Lebanon - di Samuel Maoz (2009)

Giudizio sintetico: si può vedere (3/5)
Giudizio vernacolare: craustrofobi'o

Frontiera israelo-libanese, 1982. L'equipaggio di un carro armato israeliano, composto da quattro persone, due delle quali completamente alle prime armi, e le altre due piuttosto impreparate a situazioni di crisi reale, viene impiegato per un'incursione in territorio nemico per spalleggiare un plotone di paracadutisti assaltatori, in una missione che, per come la descrive il comandante del plotone, dovrebbe essere espletata in assoluta tranquillità. Ma le difficoltà cominciano non appena i primi civili si presentano davanti al carro armato, e palesano la completa inaffidabilità dei quattro del tank. La situazione, man mano che il plotone si addentra in territorio libanese, si fa sempre più esasperata...

Debutto interessante questo dell'israeliano Maoz, vincitore del Leone d'Oro a Venezia nel 2009, che, a suo dire, girò questo claustrofobico film di guerra per esorcizzare la sua partecipazione a quella, di guerre, e dove lui stesso uccise. In molti lo hanno accostato a Valzer con Bashir, ma più che altro perché parla della stessa guerra del 1982; Lebanon ha, invece, la particolarità (come detto) "claustrofobica", di raccontare quel pezzo di quella guerra dal punto di vista dell'obiettivo del carro armato, se si escludono le due inquadrature di apertura e di chiusura; in alternativa, ci sono le riprese ancor più angoscianti all'interno del tank, dove i quattro (più il prigioniero di guerra siriano, e un paio di "visite") sono protagonisti di una escalation di nervosismo che mette i brividi anche allo spettatore.
Come a volte accade, ci sono almeno due maniere per guardare a film come questi: vedendoli come propaganda (in questo caso, filo-israeliana, l'umanizzazione dei soldati israeliani perché, alla fine, facciano quasi tenerezza allo spettatore), oppure cercando di leggere sempre e comunque un messaggio pacifista, quando si mette in scena l'orrore di qualunque guerra.

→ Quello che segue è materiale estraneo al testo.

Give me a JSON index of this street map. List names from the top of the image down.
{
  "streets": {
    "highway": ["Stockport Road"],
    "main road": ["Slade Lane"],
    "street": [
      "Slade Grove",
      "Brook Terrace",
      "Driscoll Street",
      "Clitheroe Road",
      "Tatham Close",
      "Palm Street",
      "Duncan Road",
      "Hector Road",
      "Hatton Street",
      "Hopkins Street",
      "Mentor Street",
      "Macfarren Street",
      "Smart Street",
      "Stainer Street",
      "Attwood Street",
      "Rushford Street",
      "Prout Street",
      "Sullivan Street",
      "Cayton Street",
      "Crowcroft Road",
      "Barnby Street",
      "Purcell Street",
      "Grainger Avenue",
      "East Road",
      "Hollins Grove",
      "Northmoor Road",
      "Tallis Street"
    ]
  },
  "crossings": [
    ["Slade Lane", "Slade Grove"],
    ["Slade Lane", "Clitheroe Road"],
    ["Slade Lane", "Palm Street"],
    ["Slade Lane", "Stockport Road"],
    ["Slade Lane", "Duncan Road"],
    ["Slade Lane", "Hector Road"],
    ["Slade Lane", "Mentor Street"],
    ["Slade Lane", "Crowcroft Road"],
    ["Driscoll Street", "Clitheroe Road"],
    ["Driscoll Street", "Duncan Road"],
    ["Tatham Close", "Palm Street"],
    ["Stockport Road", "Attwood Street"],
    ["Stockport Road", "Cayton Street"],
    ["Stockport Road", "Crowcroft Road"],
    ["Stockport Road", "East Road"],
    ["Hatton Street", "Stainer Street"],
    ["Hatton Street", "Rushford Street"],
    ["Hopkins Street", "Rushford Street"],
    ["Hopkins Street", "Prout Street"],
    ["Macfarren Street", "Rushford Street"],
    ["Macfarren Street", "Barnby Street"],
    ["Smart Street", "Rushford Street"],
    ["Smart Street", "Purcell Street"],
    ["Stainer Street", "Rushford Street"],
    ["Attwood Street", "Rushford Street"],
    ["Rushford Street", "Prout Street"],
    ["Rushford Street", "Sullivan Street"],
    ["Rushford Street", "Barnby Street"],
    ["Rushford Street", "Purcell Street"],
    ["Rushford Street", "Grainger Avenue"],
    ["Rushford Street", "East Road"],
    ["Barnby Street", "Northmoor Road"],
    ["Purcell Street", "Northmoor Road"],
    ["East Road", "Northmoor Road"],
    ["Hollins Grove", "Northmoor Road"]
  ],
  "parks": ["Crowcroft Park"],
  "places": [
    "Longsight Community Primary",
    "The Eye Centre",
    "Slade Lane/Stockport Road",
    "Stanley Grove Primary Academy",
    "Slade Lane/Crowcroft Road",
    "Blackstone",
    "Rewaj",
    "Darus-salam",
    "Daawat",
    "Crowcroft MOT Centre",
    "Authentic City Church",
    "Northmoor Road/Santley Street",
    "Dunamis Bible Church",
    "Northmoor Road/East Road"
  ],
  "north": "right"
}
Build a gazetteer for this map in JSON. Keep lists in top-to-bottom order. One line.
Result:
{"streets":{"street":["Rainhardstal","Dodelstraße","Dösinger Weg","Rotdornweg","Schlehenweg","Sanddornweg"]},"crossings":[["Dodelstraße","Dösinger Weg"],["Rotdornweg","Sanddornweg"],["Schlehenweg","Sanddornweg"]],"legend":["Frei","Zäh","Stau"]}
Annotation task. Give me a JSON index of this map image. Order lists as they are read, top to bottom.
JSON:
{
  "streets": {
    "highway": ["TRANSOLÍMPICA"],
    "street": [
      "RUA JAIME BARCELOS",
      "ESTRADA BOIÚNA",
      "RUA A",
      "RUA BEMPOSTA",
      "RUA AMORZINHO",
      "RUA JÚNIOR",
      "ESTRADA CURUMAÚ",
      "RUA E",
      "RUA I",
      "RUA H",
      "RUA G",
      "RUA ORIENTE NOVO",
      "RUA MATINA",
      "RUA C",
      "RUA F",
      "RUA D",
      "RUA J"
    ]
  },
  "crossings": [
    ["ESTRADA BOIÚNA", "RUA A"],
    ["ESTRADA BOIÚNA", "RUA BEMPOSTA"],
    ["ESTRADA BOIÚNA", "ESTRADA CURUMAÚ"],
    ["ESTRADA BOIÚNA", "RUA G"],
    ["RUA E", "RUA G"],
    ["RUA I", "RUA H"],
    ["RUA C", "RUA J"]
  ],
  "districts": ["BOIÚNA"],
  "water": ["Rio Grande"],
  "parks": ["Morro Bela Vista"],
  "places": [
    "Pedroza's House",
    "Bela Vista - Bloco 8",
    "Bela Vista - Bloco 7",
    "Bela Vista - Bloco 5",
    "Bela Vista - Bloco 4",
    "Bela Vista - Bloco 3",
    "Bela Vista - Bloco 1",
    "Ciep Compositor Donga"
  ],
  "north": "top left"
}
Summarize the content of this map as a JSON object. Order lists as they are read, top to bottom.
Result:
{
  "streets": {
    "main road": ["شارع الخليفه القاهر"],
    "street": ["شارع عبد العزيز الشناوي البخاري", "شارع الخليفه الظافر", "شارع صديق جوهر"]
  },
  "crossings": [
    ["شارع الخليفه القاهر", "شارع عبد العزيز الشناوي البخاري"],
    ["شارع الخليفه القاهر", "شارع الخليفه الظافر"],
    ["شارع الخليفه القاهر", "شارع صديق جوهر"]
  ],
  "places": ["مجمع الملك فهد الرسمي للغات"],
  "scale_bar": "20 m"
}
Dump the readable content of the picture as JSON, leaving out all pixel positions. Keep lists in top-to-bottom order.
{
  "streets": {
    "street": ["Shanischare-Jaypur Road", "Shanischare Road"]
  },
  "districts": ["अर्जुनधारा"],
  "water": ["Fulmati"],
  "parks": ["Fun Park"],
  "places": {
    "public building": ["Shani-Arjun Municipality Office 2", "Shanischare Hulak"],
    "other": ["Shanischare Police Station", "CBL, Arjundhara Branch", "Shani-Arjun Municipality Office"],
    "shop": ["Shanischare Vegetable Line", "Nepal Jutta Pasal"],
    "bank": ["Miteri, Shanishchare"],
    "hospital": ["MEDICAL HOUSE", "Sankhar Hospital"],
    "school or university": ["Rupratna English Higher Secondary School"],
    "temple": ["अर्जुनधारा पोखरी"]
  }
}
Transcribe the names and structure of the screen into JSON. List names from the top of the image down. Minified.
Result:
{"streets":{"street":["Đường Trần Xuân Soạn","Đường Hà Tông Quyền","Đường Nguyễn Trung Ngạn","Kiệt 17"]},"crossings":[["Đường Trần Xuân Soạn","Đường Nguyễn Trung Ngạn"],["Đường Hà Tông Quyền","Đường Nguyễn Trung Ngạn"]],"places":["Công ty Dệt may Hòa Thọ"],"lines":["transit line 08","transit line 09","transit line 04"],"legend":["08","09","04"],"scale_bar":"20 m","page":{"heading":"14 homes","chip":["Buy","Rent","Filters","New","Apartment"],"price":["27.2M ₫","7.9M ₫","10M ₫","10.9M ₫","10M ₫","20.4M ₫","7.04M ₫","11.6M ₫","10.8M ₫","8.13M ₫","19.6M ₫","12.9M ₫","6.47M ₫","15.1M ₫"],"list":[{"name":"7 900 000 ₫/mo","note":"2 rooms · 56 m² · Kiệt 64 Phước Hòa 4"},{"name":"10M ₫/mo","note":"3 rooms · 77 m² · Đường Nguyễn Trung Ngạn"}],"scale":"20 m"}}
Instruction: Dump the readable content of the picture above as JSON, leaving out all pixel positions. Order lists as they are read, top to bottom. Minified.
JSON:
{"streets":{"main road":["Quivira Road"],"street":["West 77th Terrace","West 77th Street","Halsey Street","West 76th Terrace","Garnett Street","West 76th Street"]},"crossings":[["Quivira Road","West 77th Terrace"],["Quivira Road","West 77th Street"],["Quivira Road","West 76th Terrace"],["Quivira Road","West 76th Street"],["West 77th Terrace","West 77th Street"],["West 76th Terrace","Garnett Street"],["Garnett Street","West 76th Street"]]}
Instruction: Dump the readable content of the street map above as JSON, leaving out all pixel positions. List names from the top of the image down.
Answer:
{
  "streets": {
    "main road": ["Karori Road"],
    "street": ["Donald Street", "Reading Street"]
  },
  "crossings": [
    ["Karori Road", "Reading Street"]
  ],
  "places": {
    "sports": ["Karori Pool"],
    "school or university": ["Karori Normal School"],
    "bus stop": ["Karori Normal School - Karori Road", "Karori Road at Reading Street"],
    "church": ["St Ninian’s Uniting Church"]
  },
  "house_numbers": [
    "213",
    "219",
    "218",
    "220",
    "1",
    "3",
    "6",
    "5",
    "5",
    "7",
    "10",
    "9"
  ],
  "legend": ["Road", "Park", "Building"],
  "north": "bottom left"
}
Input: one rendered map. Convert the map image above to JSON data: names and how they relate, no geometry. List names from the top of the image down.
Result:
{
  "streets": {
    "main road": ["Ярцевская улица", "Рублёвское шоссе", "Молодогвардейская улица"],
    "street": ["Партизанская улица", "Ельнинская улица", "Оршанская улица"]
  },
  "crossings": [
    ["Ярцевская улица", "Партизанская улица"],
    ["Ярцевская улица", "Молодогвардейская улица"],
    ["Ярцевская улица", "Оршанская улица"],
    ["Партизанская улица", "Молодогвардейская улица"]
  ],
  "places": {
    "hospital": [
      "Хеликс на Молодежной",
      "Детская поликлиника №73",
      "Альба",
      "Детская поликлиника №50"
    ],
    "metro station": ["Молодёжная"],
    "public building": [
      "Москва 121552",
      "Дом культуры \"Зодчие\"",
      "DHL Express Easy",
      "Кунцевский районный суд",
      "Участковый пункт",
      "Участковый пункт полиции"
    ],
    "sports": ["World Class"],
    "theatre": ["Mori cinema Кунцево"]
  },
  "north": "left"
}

Ecco, vi chiedo scusa se, appartenendo a quest'ultima categoria, peccherò probabilmente sempre e comunque di buonismo, cercando di leggere sempre un messaggio positivo in qualsiasi film guerresco.
Pure in questo caso, scorgo nell'immagine della donna, madre, libanese nuda, sopravvissuta all'attacco (portato abbastanza a caso e sconsideratamente, di un esercito evidentemente non così preparato come vuole la leggenda), nel suo grido di dolore e di lutto, nell'eleganza della sua disperazione davanti a giovani addestrati per colpire un nemico che però, di certo non è lì, una richiesta di perdono, almeno da parte del regista.
E questo a me basta, per trarne un ricordo positivo.

1 commento:

drunkside ha detto...

d'accordo su tutto, soprattutto sul claustrofobico.